Wpis z mikrobloga

Mireczki co się wczoraj #!$%@?ło to ja nie. Kupiłem w środę używany rower na alledrogo. Zakup od firmy, paragon itd. (jak się okazało po zakupie był to lombard). Rower dotarł, nie przypasował mi, mimo że zgadzał się z opisem, więc wystawiłem na alledrogo, oeliksy i inne gumtri. Wczoraj wieczór, dziewiętnasta telefon z ogłoszenia. Po 20 minutach przyjeżdża dwóch gości. Oglądają, oglądają...pytają skąd mam rower i bach! Plakiety wyjmują! Policja. Myślę, ciekawy wieczór się szykuje. Sprawdzili numery w bazie, rower kradziony. Super. Wtedy ja się wysypuje z historią zakupu, allegro itd. pokazuję im na laptopie aukcje, maile (byliśmy u mnie w firmie, niedaleko domu). Proszą o dowód, nie mam przy sobie. "Kolega z Panem pójdzie po dowód do domu, ale musi pana skuć ze względu na podejrzenie popełnienia przestępstwa przez pana". No to przykuł się do mnie i idziemy po klatce za rękę w pełnej konspirze. Oczywiście sąsiedzi widzieli, bo kufa jak idziesz po klatce z pracy to nikogo nie mijasz, ale jak idziesz przykuty do policjanta to spotkasz kufa wszystkich po kolei. Wziąłem dowód, zeszliśmy na dół. Wzięli rower, mnie na krótkim rękawku, gdzie na dworze piździca, skuli tym razem z tyłu "procedury", wsadzili do suki (to pewnie też sąsiedzi oglądali z okien) i pojechaliśmy na komisariat. Tam tylko 2h czekania, spisanie zeznań, konfiskata roweru, siedzenie w kajdankach przez cały czas do przesłuchania i postawienie zarzutu. Do domu z buta w krótkim rękawku o godzinie 22, jakieś 2km. Bo policja, nie taksówka, wozi w jedną stronę.

Podsumowując.

Mam postawiony zarzut nieumyślnego paserstwa, grozi mi "kara grzywny do 1 500 złotych albo kara nagany." Straciłem pewnie bezpowrotnie ponad 1500zł na zakup kradzionego roweru. Więc w najgorszym przypadku mam ponad 3000zł w plecy, nasrane w papierach, nerwy i stracony czas. Mój kraj, taki piękny.
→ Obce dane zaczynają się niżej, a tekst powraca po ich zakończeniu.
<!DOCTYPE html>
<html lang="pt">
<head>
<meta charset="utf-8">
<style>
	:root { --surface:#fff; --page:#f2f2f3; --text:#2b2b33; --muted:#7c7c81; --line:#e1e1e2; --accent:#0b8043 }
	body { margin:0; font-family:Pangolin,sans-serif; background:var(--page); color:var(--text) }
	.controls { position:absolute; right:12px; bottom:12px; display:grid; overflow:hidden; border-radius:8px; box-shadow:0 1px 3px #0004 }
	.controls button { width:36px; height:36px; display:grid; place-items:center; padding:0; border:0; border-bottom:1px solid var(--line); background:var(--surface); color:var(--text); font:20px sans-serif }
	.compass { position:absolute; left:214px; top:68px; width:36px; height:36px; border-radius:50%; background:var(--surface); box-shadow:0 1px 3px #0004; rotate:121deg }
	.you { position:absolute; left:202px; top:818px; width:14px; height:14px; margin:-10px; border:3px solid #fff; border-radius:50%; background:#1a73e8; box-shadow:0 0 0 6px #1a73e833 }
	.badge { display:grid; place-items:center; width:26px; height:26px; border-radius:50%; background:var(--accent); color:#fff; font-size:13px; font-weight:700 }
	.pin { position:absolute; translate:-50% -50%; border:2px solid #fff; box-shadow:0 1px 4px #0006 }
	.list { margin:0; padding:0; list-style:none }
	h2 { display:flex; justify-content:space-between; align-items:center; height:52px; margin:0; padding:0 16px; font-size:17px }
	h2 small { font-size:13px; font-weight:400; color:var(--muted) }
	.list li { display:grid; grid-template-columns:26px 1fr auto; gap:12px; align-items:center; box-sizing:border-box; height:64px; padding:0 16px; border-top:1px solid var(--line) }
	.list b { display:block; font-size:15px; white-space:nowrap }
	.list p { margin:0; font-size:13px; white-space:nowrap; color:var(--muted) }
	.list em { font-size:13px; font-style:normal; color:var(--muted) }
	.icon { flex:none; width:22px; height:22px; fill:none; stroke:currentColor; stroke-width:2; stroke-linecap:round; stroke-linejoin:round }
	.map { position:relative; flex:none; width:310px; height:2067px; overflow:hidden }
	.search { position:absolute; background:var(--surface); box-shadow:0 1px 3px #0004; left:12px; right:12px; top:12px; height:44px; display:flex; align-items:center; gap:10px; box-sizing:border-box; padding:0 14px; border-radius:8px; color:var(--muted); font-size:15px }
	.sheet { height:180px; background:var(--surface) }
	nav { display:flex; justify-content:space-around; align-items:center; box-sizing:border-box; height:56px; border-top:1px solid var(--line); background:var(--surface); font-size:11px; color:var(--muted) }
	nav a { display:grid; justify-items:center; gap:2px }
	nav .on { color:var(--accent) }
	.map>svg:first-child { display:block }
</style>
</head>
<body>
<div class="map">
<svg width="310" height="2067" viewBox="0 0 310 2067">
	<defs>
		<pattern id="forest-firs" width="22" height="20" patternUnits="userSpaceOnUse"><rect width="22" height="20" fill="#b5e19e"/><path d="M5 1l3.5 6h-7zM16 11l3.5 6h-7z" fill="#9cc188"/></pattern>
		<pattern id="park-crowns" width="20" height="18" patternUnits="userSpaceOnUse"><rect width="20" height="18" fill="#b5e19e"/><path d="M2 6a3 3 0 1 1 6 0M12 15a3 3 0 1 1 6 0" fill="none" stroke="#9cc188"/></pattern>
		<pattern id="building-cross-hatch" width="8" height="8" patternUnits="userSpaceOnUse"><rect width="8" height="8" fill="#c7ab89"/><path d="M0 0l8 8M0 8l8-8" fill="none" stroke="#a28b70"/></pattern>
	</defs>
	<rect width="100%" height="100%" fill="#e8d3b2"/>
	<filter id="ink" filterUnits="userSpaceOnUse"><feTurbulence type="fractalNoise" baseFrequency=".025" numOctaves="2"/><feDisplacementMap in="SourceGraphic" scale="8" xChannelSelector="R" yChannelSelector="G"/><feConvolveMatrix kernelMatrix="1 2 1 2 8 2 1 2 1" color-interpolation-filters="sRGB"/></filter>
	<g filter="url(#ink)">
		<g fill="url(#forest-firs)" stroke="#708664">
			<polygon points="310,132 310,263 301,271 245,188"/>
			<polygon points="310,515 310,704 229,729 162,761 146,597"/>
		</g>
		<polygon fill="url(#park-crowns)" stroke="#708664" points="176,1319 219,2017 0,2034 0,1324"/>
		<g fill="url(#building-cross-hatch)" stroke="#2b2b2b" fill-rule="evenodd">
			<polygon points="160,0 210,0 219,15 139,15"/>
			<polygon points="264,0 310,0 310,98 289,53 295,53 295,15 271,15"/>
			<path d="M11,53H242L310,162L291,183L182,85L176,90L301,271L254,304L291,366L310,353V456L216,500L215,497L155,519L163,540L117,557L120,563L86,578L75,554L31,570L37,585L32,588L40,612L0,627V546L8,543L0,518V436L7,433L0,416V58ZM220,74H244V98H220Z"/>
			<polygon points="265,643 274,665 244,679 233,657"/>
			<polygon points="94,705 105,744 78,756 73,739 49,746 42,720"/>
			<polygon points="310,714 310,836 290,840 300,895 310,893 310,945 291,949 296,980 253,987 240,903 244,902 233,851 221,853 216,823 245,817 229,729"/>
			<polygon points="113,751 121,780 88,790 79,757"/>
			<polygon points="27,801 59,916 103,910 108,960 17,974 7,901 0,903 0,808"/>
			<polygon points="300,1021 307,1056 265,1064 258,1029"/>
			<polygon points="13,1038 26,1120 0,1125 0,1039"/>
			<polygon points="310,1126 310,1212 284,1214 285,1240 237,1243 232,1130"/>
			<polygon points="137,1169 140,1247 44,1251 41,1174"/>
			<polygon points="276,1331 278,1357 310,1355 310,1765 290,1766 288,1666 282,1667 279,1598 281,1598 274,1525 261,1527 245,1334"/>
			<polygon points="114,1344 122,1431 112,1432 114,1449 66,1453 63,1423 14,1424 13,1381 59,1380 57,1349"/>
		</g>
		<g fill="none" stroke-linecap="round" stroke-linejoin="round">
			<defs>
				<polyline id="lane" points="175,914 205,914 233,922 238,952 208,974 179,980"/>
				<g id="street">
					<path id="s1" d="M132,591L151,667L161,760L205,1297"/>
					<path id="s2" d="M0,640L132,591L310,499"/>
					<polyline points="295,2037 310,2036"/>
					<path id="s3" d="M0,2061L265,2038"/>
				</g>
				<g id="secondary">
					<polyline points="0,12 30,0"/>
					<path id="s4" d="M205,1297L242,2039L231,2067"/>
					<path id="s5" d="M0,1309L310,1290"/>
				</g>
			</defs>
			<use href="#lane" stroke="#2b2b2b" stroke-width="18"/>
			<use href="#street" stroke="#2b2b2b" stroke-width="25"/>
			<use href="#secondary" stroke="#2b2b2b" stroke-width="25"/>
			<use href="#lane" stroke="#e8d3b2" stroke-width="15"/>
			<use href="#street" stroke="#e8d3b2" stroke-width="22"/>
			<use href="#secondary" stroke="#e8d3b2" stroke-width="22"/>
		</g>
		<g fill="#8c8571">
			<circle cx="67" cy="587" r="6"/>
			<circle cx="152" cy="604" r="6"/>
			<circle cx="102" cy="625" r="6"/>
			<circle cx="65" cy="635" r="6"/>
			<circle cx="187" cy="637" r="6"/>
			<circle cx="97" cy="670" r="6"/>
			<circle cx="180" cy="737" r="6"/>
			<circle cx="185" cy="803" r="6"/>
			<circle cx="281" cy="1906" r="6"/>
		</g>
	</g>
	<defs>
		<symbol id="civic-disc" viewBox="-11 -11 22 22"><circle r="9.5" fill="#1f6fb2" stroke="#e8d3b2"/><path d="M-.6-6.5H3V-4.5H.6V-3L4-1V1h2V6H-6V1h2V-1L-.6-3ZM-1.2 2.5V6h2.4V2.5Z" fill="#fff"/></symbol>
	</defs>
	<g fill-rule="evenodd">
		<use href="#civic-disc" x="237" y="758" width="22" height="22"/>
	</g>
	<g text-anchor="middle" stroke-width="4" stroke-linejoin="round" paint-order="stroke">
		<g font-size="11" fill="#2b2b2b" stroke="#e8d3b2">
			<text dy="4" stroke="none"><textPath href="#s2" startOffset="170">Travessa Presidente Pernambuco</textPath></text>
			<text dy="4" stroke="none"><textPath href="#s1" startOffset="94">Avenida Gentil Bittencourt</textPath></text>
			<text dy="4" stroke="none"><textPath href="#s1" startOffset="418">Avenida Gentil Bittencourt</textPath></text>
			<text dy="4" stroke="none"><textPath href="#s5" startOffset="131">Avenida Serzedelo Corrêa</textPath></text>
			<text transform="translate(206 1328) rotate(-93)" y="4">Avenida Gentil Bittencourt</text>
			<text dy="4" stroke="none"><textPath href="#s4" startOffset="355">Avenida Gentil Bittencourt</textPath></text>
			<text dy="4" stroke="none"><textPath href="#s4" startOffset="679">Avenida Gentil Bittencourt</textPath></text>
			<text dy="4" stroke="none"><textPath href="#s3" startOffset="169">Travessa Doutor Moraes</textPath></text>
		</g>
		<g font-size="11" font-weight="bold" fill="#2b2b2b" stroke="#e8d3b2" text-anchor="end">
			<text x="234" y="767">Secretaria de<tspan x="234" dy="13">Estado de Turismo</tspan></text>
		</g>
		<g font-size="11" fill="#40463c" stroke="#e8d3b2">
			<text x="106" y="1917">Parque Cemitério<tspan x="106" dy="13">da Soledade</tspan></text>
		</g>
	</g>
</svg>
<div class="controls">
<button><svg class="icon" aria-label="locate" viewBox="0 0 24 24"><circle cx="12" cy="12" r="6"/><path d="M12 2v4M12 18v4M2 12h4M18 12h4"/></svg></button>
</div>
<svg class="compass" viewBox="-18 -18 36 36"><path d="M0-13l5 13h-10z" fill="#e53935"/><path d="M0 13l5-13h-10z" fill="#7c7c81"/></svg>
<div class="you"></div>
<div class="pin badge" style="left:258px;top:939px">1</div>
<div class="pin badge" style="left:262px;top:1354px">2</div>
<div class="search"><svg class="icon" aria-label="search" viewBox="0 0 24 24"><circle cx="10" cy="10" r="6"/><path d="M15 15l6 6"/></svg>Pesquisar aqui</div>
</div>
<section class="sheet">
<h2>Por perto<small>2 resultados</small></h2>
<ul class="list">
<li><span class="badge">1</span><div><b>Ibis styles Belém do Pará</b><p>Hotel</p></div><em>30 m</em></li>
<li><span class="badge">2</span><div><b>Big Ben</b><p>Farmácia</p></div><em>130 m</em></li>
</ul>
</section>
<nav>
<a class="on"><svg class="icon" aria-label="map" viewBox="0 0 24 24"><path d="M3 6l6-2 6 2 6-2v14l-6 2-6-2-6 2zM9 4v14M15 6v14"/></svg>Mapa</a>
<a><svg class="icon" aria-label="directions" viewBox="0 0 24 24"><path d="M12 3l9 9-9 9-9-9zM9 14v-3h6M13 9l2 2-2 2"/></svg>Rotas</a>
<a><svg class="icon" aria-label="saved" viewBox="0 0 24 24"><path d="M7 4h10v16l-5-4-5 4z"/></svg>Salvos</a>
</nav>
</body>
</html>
Także Mirki - rower albo nowy albo z pewnego źródła z papierami, a jeśli bez to 3x sprawdzić na policji. Po swojej historii, kupna używki bez dokumentów nie polecam. Muszę nadmienić, że policjanci byli mili i rzeczowi, rower im się podobał, nie skuli mnie mocno, tylko "pro forma" także ogólne wrażenia z ich pracy na +. Fajnie, że ktoś (pewnie za parę miesięcy) odzyska skradziony rower. Ale...jakoś tak ch#%*wo stać się przestępcą, ze zwykłego, szarego człowieka, przez nieświadomy zakup na allegro.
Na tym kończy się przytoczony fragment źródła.